More recently, I sat next to another friend of ours at a local watering hole to watch a college football game. She’s a big Northwestern football fan and I joined her and her entourage for their Saturday ritual. The Kavanaugh thing came up. We talked for awhile, and in the course of the conversation she recounted a nearly identical incident to the one alleged, and rattled off maybe five or six other incidents that ranged from creepy to criminal or nearly so.
During the same game, she looked up at the TV and said, “I can’t believe we still have cheerleaders in this day and age.” We were looking at the all-female dance contingent, I think—the more acrobatic cheerleading crews tend to be co-ed. But I knew exactly what she meant.
She went on to wonder (and I paraphrase) out loud how we jibe shapely, scantily clad young women shaking it while the guys are out there beating the hell out of each other with things that my friend and I believe.
Including, no means no, one should always err on the side that says “it’s not OK unless the other says it’s OK,” and there is no attire that justifies sexual assault or other abuse.

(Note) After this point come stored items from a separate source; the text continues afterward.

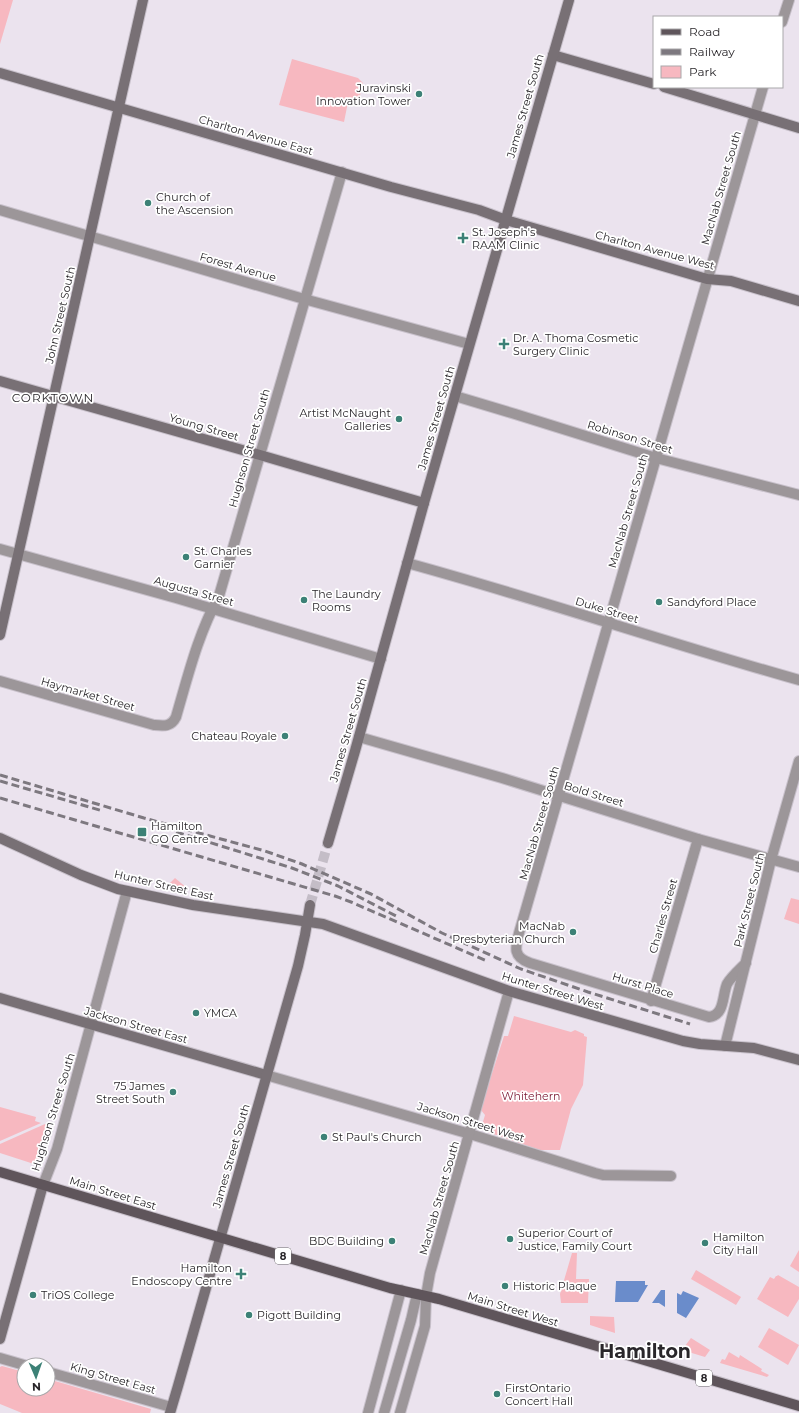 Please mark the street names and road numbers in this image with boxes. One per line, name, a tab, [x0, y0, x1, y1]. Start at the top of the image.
street label: James Street South	[503, 52, 547, 161]
street label: Charlton Avenue East	[197, 112, 315, 158]
street label: MacNab Street South	[698, 129, 744, 247]
street label: Charlton Avenue West	[594, 227, 717, 273]
street label: Forest Avenue	[198, 249, 278, 285]
street label: John Street South	[42, 265, 78, 366]
street label: James Street South	[414, 364, 458, 473]
street label: Hughson Street South	[225, 387, 273, 509]
street label: Young Street	[168, 410, 241, 444]
street label: Robinson Street	[586, 417, 675, 457]
street label: MacNab Street South	[605, 452, 651, 570]
street label: Augusta Street	[152, 573, 236, 609]
street label: Duke Street	[574, 594, 641, 626]
street label: Haymarket Street	[39, 674, 137, 714]
street label: James Street South	[326, 676, 370, 785]
street label: MacNab Street South	[516, 764, 562, 882]
street label: Bold Street	[562, 778, 626, 810]
street label: Park Street South	[730, 851, 768, 949]
street label: Hunter Street East	[113, 867, 216, 903]
street label: Charles Street	[646, 876, 681, 955]
street label: Hunter Street West	[500, 969, 606, 1013]
street label: Hurst Place	[611, 969, 676, 1001]
street label: Jackson Street East	[82, 1003, 190, 1047]
street label: Hughson Street South	[28, 1051, 78, 1173]
street label: Jackson Street West	[415, 1099, 527, 1145]
street label: James Street South	[209, 1102, 253, 1211]
street label: MacNab Street South	[416, 1139, 462, 1257]
street label: Main Street East	[68, 1173, 159, 1213]
road number: 8	[275, 1248, 291, 1264]
street label: Main Street West	[466, 1288, 561, 1330]
street label: King Street East	[69, 1359, 158, 1397]
road number: 8	[696, 1370, 712, 1386] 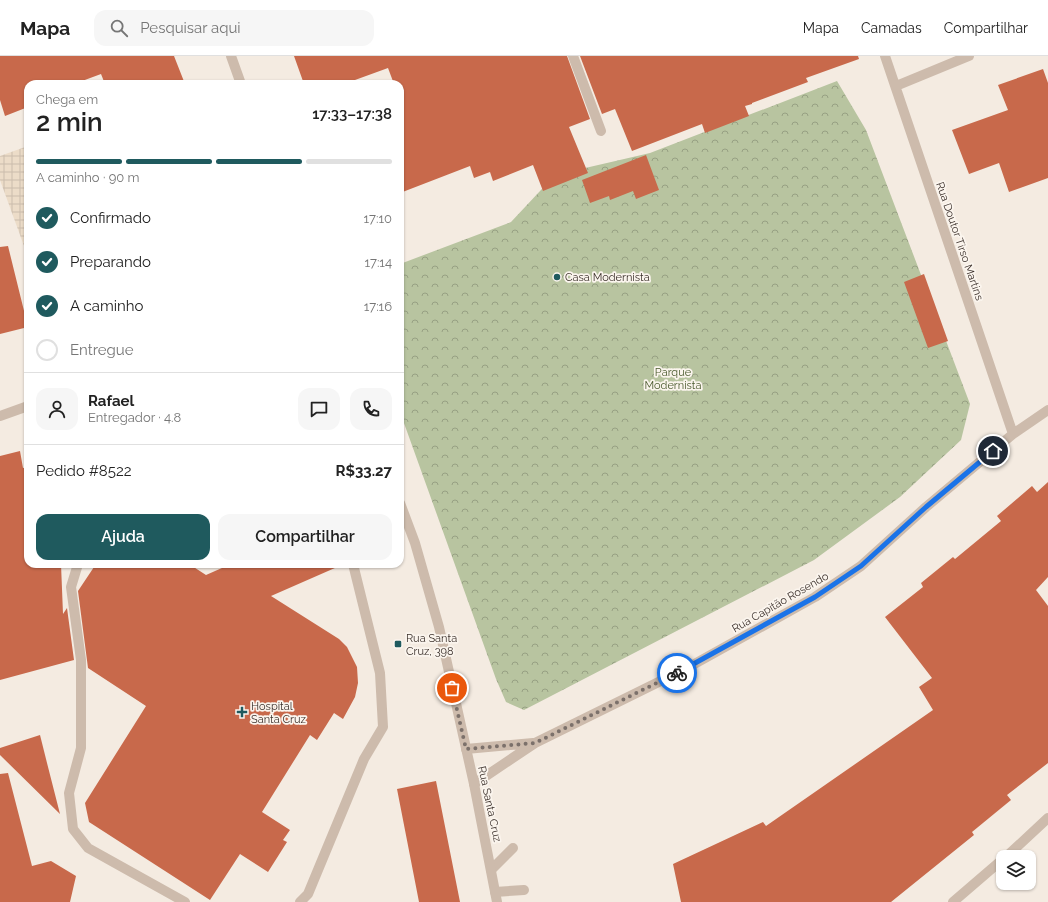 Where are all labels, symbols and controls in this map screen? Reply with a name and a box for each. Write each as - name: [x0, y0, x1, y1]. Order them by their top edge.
- search box: [94, 10, 374, 46]
- text: Mapa: [20, 17, 70, 39]
- icon: search: [108, 17, 130, 39]
- text: Pesquisar aqui: [140, 19, 241, 37]
- text: Mapa: [803, 20, 839, 36]
- text: Camadas: [861, 20, 922, 36]
- text: Compartilhar: [944, 20, 1028, 36]
- text: Chega em: [36, 92, 98, 107]
- text: 17:33–17:38: [312, 105, 392, 123]
- text: 2 min: [36, 107, 103, 137]
- text: A caminho · 90 m: [36, 170, 140, 185]
- street label: Rua Doutor Tirso Martins: [933, 180, 986, 302]
- icon: check: [36, 207, 58, 229]
- text: Confirmado: [70, 209, 151, 227]
- text: 17:10: [364, 211, 392, 226]
- icon: check: [36, 251, 58, 273]
- text: Preparando: [70, 253, 151, 271]
- text: 17:14: [364, 255, 392, 270]
- place label: Casa Modernista: [565, 271, 650, 284]
- marker: Casa Modernista: [552, 272, 562, 282]
- icon: check: [36, 295, 58, 317]
- text: A caminho: [70, 297, 143, 315]
- text: 17:16: [364, 299, 392, 314]
- text: Entregue: [70, 341, 134, 359]
- park label: Parque Modernista: [644, 366, 702, 392]
- button: person: [36, 388, 78, 430]
- button: chat: [298, 388, 340, 430]
- button: phone: [350, 388, 392, 430]
- text: Rafael: [88, 392, 134, 410]
- text: Entregador · 4.8: [88, 410, 181, 425]
- pin: [976, 434, 1010, 468]
- icon: home: [982, 440, 1004, 462]
- text: Pedido #8522: [36, 462, 132, 480]
- text: R$33.27: [336, 462, 392, 480]
- button: Ajuda: [36, 514, 210, 560]
- button: Compartilhar: [218, 514, 392, 560]
- street label: Rua Capitão Rosendo: [730, 569, 831, 635]
- place label: Rua Santa Cruz, 398: [406, 632, 457, 658]
- marker: Rua Santa Cruz, 398: [393, 639, 403, 649]
- courier: [657, 653, 697, 693]
- icon: bike: [666, 662, 688, 684]
- pin: [435, 671, 469, 705]
- icon: bag: [441, 677, 463, 699]
- place label: Hospital Santa Cruz: [251, 700, 306, 726]
- marker: Hospital Santa Cruz: [236, 706, 248, 718]
- street label: Rua Santa Cruz: [475, 765, 504, 844]
- map controls: [996, 850, 1036, 890]
- button: layers: [996, 850, 1036, 890]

On the other hand, we agreed, it can be pretty damn confusing in terms of trying to sort out clear cultural and social norms, apart from legalities. She and I grew up when a tenet of feminism was a drive against sexual objectification of women by men. That morphed into what I judge to be, “I can dress any way I want, and if you find it alluring, so be it.” Maybe today it’s OK for women to sexually objectify themselves—like it’s OK for black people to say a certain word. I dunno.
Mostly though, we were in agreement: Apart from the absolute “no means no rules,” it’s confusing. Now, don’t get me wrong—this notion that men are under attack or at risk of false accusation is horseshit. I admit that I get tired of some of the “men are this or that” bad thing, of having “white man” glibly used pejoratively, and all that. But those are annoyances, not threats to my sense of security and personal safety, not actual assaults. I’m not being victimized.
But I remember how hard (figuratively and literally) it was to be an adolescent boy. It was murder to walk around with diesel locomotive hormones and a brain that was years from full development. I hope today’s young men and women can talk to each other and their parents more honestly than was typical for my day.
Memes are one thing, and sensational celebrity revelations another. I think a concrete thing we can do is simply talk with the people in our lives and make it clear they can talk to us. We can be allies in this.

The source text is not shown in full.